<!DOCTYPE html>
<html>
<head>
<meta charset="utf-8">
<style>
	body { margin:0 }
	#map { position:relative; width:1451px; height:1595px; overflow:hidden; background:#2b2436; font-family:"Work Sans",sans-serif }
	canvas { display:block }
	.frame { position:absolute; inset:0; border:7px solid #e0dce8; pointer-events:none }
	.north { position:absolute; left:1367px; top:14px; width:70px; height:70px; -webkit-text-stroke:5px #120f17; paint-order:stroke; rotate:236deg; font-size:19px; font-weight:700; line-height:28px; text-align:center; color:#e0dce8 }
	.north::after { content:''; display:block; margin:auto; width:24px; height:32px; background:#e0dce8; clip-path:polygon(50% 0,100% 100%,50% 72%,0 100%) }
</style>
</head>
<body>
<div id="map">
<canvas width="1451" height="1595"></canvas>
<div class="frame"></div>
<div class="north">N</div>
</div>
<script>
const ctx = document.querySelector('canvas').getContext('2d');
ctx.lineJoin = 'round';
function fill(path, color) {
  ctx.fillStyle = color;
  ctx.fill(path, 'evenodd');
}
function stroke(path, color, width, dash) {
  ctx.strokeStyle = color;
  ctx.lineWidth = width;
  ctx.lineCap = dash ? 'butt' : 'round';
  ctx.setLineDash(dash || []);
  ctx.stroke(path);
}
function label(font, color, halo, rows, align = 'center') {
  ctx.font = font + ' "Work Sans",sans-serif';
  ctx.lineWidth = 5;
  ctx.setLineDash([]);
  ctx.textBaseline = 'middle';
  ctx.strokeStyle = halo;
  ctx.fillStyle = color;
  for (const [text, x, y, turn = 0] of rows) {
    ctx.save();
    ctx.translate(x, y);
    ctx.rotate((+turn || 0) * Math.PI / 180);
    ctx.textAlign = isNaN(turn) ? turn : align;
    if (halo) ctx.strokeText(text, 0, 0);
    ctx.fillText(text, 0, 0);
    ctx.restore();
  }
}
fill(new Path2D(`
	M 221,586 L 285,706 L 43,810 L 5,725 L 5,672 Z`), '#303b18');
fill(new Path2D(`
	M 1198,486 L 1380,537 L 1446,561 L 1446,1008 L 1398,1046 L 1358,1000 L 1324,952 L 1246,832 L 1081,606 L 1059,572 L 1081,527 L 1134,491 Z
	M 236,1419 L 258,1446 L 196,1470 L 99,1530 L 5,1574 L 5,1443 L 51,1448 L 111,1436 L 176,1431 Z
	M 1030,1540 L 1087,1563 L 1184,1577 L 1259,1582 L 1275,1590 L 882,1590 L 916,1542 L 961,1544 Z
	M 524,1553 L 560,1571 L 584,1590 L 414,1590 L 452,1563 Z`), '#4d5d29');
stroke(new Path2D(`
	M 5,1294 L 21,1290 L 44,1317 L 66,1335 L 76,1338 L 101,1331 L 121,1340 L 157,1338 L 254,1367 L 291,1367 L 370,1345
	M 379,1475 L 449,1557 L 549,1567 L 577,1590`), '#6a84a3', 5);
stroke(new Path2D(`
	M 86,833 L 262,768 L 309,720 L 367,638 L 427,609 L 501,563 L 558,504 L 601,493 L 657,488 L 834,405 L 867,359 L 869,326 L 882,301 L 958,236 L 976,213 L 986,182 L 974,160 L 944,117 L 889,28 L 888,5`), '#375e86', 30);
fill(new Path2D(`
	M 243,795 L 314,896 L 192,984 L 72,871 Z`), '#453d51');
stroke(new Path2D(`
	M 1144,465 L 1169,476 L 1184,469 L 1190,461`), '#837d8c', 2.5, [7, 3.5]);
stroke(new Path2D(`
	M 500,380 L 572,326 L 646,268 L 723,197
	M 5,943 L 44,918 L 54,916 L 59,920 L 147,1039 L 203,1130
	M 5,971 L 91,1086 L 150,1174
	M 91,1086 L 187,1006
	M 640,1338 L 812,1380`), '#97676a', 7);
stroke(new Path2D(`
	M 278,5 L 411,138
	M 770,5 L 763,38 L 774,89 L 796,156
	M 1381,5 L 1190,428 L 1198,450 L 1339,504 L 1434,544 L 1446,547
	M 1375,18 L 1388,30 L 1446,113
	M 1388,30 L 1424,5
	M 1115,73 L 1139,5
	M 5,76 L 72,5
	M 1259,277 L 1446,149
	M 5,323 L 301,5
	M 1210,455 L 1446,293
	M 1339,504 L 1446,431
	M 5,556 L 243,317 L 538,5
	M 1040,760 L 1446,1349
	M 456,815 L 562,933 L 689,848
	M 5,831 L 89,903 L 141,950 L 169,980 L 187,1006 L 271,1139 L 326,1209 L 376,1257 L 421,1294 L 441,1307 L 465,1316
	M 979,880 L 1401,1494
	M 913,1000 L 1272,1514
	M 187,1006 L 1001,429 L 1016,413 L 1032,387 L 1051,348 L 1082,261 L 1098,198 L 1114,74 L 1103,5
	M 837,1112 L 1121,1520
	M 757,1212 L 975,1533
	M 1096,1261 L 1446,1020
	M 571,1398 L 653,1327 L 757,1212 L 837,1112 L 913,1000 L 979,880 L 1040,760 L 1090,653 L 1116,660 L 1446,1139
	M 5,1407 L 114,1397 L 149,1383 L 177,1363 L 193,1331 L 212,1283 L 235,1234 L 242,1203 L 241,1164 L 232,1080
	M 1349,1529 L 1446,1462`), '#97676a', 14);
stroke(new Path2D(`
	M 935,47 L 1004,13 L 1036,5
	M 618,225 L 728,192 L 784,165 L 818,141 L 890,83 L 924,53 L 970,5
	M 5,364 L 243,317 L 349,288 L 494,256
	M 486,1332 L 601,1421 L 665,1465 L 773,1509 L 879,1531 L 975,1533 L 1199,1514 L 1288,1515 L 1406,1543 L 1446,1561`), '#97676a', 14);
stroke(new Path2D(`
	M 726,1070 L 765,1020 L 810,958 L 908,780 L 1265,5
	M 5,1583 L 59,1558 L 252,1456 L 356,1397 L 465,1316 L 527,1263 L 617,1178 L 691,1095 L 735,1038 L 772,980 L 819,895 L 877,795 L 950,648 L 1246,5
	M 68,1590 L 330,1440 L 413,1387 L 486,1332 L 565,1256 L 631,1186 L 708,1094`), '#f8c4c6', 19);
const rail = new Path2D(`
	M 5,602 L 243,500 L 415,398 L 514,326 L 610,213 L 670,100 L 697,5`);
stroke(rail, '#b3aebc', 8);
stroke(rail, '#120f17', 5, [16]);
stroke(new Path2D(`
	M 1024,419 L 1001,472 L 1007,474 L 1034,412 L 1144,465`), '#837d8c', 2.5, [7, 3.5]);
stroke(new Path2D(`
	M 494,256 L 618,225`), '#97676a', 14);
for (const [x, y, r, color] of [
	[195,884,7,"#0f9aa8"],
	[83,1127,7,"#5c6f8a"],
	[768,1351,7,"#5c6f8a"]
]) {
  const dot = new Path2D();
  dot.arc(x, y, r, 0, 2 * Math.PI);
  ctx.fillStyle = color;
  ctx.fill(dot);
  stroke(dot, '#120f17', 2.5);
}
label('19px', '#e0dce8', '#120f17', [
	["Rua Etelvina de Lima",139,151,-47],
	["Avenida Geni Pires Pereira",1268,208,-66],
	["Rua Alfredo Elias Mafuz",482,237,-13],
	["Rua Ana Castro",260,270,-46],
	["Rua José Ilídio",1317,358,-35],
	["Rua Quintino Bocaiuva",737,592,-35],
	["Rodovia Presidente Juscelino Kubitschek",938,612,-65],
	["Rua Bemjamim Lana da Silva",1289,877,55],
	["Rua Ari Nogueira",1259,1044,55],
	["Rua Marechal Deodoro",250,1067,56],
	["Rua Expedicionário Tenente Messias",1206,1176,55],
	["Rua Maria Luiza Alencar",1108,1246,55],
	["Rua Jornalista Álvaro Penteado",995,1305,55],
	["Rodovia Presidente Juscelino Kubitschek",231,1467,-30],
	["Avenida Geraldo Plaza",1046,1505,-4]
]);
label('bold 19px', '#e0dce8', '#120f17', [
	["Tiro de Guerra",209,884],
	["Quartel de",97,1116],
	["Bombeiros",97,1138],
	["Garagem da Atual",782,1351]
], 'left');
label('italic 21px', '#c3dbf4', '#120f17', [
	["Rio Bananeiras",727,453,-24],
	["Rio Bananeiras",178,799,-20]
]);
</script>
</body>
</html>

- THE PROBLEM: Show each line in the listing above that has "halo".

- RESPONSE TO THIS EXERCISE:
function label(font, color, halo, rows, align = 'center') {
  ctx.strokeStyle = halo;
    if (halo) ctx.strokeText(text, 0, 0);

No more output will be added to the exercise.